- ACTIVITY:
Wherever the string "image" appears in a line of the listing below, report that line.

- SUPPLIED MATERIAL:
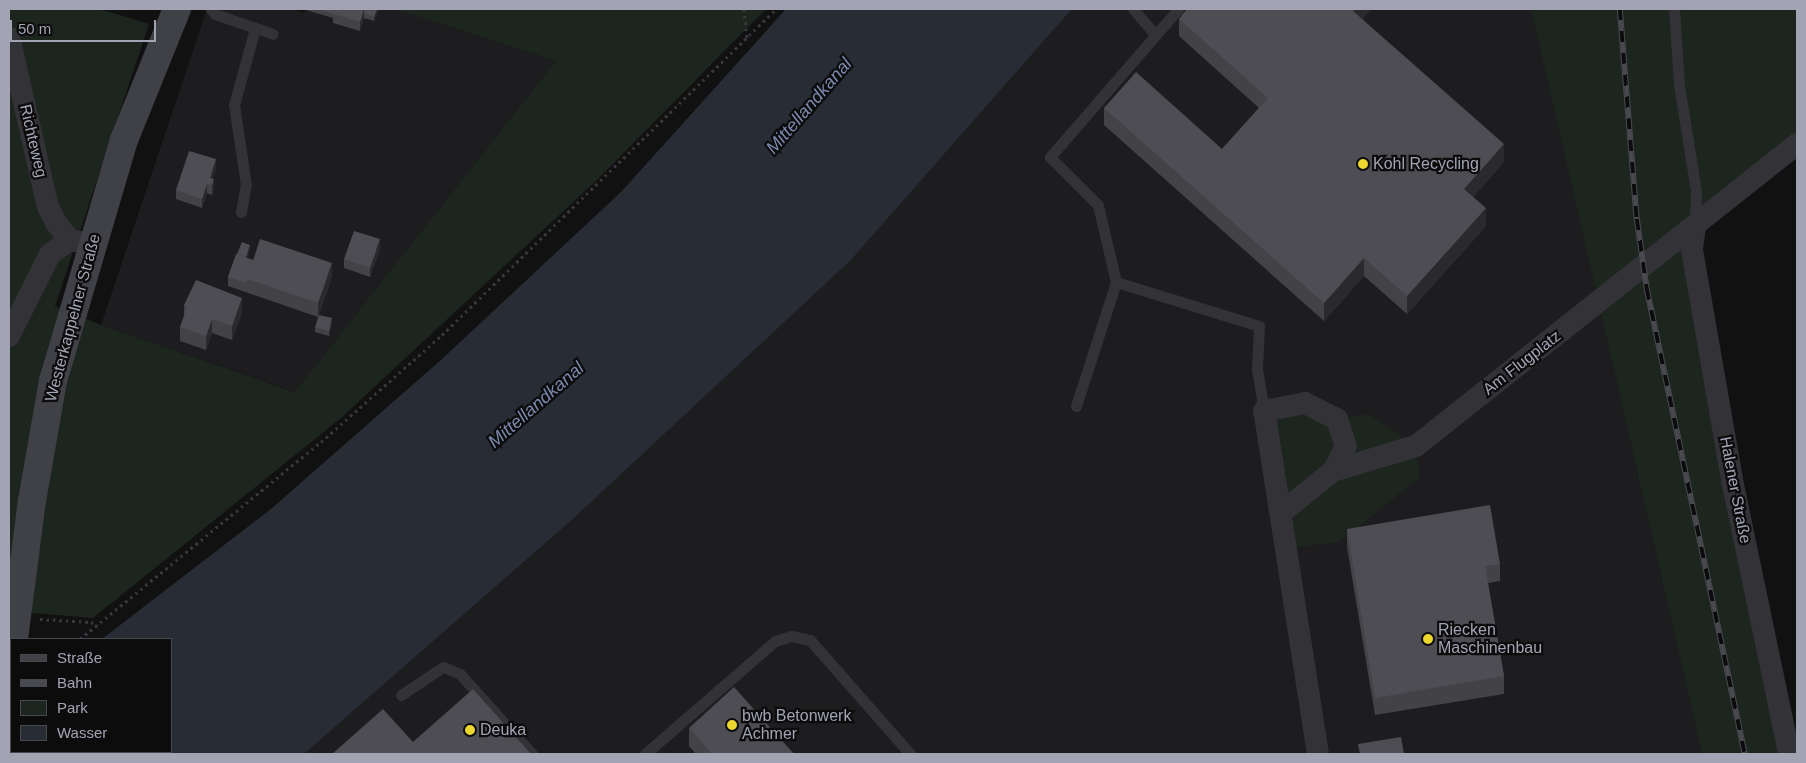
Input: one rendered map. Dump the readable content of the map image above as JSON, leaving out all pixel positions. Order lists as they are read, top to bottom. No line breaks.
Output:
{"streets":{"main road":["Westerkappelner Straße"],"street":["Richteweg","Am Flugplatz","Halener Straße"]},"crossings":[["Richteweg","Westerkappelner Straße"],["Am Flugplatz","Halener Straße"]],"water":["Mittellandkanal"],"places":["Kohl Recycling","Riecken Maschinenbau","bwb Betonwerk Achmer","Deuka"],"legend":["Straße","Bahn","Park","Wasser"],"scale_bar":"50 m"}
* * *
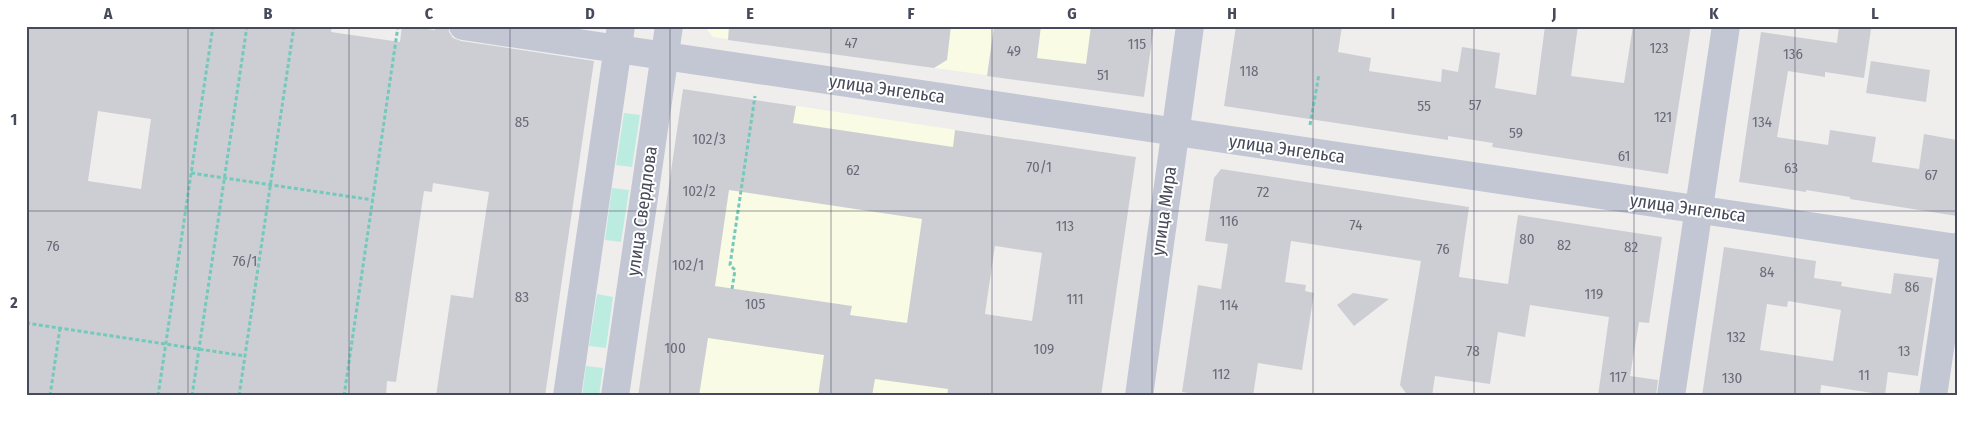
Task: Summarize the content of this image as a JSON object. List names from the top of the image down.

- ANSWER BELOW:
Input: one rendered map. Dump the readable content of the map image above as JSON, leaving out all pixel positions. Order lists as they are read, top to bottom. No line breaks.
Task: Summarize the content of this image as a JSON object. List names from the top of the image down.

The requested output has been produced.